Per emettere nuovo debito a bassi tassi è essenziale che prosegua l’azione di supporto della Bce…
Vorrei vedere che venisse a mancare.
Recentemente si è parlato dell’ipotesi che gli acquisti nell’ambito del programma Pepp possano essere condizionati.
In un momento come questo sarebbe una follia totale. Mi sembra molto più interessante il dibattito aperto dall’ex capo economista del Fmi, Olivier Blanchard, sulla necessità di rivedere completamente le regole del debito. Sarebbe un passo nella giusta direzione.
C’è anche l’idea di cancellare parte del debito pubblico tramite la Bce. Cosa ne pensa?
Potrebbe essere un’operazione interessante, ma andrebbe nella direzione totalmente opposta rispetto a quella di condizionare gli acquisti di titoli di stato. Il che mi fa pensare che non prevarrà nessuna delle due perché sono troppo complesse. Tuttavia il momento è talmente incerto che potrebbero esserci novità che non possiamo prevedere adesso.
Oltre al supporto della Bce servirà anche un atteggiamento non troppo rigido da parte della Commissione europa.
In un momento tempestoso come quello attuale Bruxelles conta poco. Conta di più la politica, quello che decidono Merkel, Macron o Conte. La Commissione fa quello che le politica le dice. Addirittura i mercati, in periodi come questi, sono succubi della politica. C’è bisogno quindi di esercitare adeguatamente la leadership e poi attorno a essa tutto si adegua: i mercati e i burocrati della Commissione. Qualsiasi errore nel futuro della politica economica europea sarà da ascrivere alla politica, non a Bruxelles o ai mercati.
Torniamo alla Legge di bilancio. Antonio Misiani, viceministro dell’Economia, intervistato da Repubblica, ha detto che gli investimenti pubblici verranno portati “ben al di là del 3 per cento del Pil”. C’è da fidarsi?

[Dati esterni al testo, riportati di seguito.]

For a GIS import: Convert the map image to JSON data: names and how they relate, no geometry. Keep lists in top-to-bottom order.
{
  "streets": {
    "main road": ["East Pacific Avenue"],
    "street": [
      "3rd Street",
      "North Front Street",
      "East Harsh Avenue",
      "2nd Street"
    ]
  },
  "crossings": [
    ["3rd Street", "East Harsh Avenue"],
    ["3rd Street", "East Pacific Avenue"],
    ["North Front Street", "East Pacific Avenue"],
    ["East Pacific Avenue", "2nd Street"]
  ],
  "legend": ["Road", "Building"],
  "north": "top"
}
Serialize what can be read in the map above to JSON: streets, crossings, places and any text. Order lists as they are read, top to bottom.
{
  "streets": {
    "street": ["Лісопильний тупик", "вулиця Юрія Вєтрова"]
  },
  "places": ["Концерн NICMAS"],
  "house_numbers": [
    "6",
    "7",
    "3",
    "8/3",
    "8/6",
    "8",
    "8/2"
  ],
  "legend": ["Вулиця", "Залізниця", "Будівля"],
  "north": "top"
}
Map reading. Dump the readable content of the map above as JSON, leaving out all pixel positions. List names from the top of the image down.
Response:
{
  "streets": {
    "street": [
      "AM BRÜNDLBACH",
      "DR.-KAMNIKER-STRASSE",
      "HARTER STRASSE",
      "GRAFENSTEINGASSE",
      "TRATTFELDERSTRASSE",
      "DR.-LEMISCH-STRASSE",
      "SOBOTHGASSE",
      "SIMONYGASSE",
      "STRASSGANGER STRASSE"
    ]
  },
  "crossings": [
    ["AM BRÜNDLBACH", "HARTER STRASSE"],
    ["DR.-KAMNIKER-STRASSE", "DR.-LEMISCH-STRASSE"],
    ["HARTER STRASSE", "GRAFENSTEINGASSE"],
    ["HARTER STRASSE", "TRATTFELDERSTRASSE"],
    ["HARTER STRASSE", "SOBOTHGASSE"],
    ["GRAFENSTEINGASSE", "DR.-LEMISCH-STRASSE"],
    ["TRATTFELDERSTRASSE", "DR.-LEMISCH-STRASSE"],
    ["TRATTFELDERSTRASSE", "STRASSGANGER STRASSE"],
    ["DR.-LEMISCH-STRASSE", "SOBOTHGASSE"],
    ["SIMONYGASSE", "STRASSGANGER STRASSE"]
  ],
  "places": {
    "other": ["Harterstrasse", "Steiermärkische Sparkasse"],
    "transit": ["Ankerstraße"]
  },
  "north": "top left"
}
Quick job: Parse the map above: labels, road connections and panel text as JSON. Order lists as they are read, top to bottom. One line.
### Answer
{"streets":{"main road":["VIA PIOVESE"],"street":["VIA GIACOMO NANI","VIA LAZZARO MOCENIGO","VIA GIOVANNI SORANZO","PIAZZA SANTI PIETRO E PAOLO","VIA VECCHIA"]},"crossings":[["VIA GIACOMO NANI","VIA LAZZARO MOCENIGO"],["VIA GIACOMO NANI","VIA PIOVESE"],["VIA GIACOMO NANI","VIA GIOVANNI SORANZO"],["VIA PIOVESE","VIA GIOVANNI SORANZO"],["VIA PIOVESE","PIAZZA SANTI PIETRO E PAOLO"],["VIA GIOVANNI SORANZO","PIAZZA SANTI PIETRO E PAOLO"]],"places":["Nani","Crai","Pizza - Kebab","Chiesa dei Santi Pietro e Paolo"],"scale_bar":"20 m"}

Solamente se verranno utilizzate le risorse a fondo perduto del Recovery, visto che nelle stime del Def, antecedenti quindi il piano europeo, si parlava di un 2,7%-2,8% del Pil, e se, come dicevamo prima, si parte subito con le gare di appalto. Spero che, visto che c’è la volontà di convergere al bilancio in pareggio, e sarà pertanto necessario tagliare la spesa, non si diano con una mano le risorse del Recovery fund agli investimenti pubblici per poi con l’altra tagliare gli stanziamenti per gli stessi investimenti pubblici, com’è avvenuto regolarmente finora. I segnali non sono purtroppo convincenti, anche perché non c’è un primo ministro che ripete come un mantra la necessità di aprire nuovi cantieri.